(Stored items)
------------------------------
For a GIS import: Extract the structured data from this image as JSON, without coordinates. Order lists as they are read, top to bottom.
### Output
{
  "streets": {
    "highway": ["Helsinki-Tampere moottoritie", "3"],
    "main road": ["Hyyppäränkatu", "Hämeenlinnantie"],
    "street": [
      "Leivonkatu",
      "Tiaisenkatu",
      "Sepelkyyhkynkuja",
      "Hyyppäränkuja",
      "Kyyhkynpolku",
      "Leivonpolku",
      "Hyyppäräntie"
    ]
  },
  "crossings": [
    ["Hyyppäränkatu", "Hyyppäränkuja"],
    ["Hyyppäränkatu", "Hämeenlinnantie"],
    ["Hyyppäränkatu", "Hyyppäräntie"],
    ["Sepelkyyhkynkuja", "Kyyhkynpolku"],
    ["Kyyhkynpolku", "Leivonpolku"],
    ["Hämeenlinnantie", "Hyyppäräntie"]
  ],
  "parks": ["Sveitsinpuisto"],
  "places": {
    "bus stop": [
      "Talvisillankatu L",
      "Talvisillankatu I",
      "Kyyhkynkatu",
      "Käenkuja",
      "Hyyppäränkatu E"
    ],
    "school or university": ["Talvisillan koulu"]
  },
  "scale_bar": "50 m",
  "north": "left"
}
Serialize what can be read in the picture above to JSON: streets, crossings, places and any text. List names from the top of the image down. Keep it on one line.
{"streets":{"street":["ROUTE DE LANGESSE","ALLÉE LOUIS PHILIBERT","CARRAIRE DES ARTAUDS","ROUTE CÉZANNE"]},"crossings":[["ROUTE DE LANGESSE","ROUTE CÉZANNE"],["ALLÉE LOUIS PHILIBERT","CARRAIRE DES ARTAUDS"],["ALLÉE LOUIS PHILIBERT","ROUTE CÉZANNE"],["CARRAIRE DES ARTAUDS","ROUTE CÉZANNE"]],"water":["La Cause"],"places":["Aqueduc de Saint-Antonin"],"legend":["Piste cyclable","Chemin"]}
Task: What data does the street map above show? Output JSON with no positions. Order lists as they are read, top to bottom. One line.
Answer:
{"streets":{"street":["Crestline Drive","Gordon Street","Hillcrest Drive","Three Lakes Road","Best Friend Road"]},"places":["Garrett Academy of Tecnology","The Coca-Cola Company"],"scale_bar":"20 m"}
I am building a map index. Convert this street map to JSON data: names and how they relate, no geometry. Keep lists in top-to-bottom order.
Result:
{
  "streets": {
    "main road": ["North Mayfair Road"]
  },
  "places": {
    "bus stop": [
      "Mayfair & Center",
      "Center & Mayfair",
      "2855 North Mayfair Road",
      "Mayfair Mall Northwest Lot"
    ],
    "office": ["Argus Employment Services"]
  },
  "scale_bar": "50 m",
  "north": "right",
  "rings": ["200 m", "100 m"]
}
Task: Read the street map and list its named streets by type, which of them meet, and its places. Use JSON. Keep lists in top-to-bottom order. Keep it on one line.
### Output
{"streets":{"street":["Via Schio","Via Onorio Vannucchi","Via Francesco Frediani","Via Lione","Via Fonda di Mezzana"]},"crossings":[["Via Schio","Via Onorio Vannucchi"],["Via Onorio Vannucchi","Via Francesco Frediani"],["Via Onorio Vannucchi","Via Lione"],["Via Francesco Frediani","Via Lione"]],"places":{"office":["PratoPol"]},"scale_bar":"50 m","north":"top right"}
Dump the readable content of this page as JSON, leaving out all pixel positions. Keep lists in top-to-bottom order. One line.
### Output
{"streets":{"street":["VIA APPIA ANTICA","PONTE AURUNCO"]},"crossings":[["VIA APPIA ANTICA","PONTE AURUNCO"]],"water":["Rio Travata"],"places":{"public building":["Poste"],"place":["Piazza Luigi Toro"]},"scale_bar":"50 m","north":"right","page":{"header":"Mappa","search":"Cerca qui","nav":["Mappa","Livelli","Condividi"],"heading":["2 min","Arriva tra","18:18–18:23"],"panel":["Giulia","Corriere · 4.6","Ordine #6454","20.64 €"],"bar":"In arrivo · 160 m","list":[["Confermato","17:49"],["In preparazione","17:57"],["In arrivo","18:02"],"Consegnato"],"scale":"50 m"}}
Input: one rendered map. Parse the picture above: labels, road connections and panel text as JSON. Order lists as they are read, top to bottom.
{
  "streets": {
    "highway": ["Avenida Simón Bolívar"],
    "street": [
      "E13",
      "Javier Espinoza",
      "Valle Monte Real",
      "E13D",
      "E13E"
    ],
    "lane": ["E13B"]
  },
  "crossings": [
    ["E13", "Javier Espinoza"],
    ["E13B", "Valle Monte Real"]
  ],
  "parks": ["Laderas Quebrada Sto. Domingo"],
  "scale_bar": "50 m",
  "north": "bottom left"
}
------------------------------
→ REQUIRED ACTION
Return a faithful copy of all the records above.

→ TASK OUTPUT
For a GIS import: Extract the structured data from this image as JSON, without coordinates. Order lists as they are read, top to bottom.
### Output
{
  "streets": {
    "highway": ["Helsinki-Tampere moottoritie", "3"],
    "main road": ["Hyyppäränkatu", "Hämeenlinnantie"],
    "street": [
      "Leivonkatu",
      "Tiaisenkatu",
      "Sepelkyyhkynkuja",
      "Hyyppäränkuja",
      "Kyyhkynpolku",
      "Leivonpolku",
      "Hyyppäräntie"
    ]
  },
  "crossings": [
    ["Hyyppäränkatu", "Hyyppäränkuja"],
    ["Hyyppäränkatu", "Hämeenlinnantie"],
    ["Hyyppäränkatu", "Hyyppäräntie"],
    ["Sepelkyyhkynkuja", "Kyyhkynpolku"],
    ["Kyyhkynpolku", "Leivonpolku"],
    ["Hämeenlinnantie", "Hyyppäräntie"]
  ],
  "parks": ["Sveitsinpuisto"],
  "places": {
    "bus stop": [
      "Talvisillankatu L",
      "Talvisillankatu I",
      "Kyyhkynkatu",
      "Käenkuja",
      "Hyyppäränkatu E"
    ],
    "school or university": ["Talvisillan koulu"]
  },
  "scale_bar": "50 m",
  "north": "left"
}
Serialize what can be read in the picture above to JSON: streets, crossings, places and any text. List names from the top of the image down. Keep it on one line.
{"streets":{"street":["ROUTE DE LANGESSE","ALLÉE LOUIS PHILIBERT","CARRAIRE DES ARTAUDS","ROUTE CÉZANNE"]},"crossings":[["ROUTE DE LANGESSE","ROUTE CÉZANNE"],["ALLÉE LOUIS PHILIBERT","CARRAIRE DES ARTAUDS"],["ALLÉE LOUIS PHILIBERT","ROUTE CÉZANNE"],["CARRAIRE DES ARTAUDS","ROUTE CÉZANNE"]],"water":["La Cause"],"places":["Aqueduc de Saint-Antonin"],"legend":["Piste cyclable","Chemin"]}
Task: What data does the street map above show? Output JSON with no positions. Order lists as they are read, top to bottom. One line.
Answer:
{"streets":{"street":["Crestline Drive","Gordon Street","Hillcrest Drive","Three Lakes Road","Best Friend Road"]},"places":["Garrett Academy of Tecnology","The Coca-Cola Company"],"scale_bar":"20 m"}
I am building a map index. Convert this street map to JSON data: names and how they relate, no geometry. Keep lists in top-to-bottom order.
Result:
{
  "streets": {
    "main road": ["North Mayfair Road"]
  },
  "places": {
    "bus stop": [
      "Mayfair & Center",
      "Center & Mayfair",
      "2855 North Mayfair Road",
      "Mayfair Mall Northwest Lot"
    ],
    "office": ["Argus Employment Services"]
  },
  "scale_bar": "50 m",
  "north": "right",
  "rings": ["200 m", "100 m"]
}
Task: Read the street map and list its named streets by type, which of them meet, and its places. Use JSON. Keep lists in top-to-bottom order. Keep it on one line.
### Output
{"streets":{"street":["Via Schio","Via Onorio Vannucchi","Via Francesco Frediani","Via Lione","Via Fonda di Mezzana"]},"crossings":[["Via Schio","Via Onorio Vannucchi"],["Via Onorio Vannucchi","Via Francesco Frediani"],["Via Onorio Vannucchi","Via Lione"],["Via Francesco Frediani","Via Lione"]],"places":{"office":["PratoPol"]},"scale_bar":"50 m","north":"top right"}
Dump the readable content of this page as JSON, leaving out all pixel positions. Keep lists in top-to-bottom order. One line.
### Output
{"streets":{"street":["VIA APPIA ANTICA","PONTE AURUNCO"]},"crossings":[["VIA APPIA ANTICA","PONTE AURUNCO"]],"water":["Rio Travata"],"places":{"public building":["Poste"],"place":["Piazza Luigi Toro"]},"scale_bar":"50 m","north":"right","page":{"header":"Mappa","search":"Cerca qui","nav":["Mappa","Livelli","Condividi"],"heading":["2 min","Arriva tra","18:18–18:23"],"panel":["Giulia","Corriere · 4.6","Ordine #6454","20.64 €"],"bar":"In arrivo · 160 m","list":[["Confermato","17:49"],["In preparazione","17:57"],["In arrivo","18:02"],"Consegnato"],"scale":"50 m"}}
Input: one rendered map. Parse the picture above: labels, road connections and panel text as JSON. Order lists as they are read, top to bottom.
{
  "streets": {
    "highway": ["Avenida Simón Bolívar"],
    "street": [
      "E13",
      "Javier Espinoza",
      "Valle Monte Real",
      "E13D",
      "E13E"
    ],
    "lane": ["E13B"]
  },
  "crossings": [
    ["E13", "Javier Espinoza"],
    ["E13B", "Valle Monte Real"]
  ],
  "parks": ["Laderas Quebrada Sto. Domingo"],
  "scale_bar": "50 m",
  "north": "bottom left"
}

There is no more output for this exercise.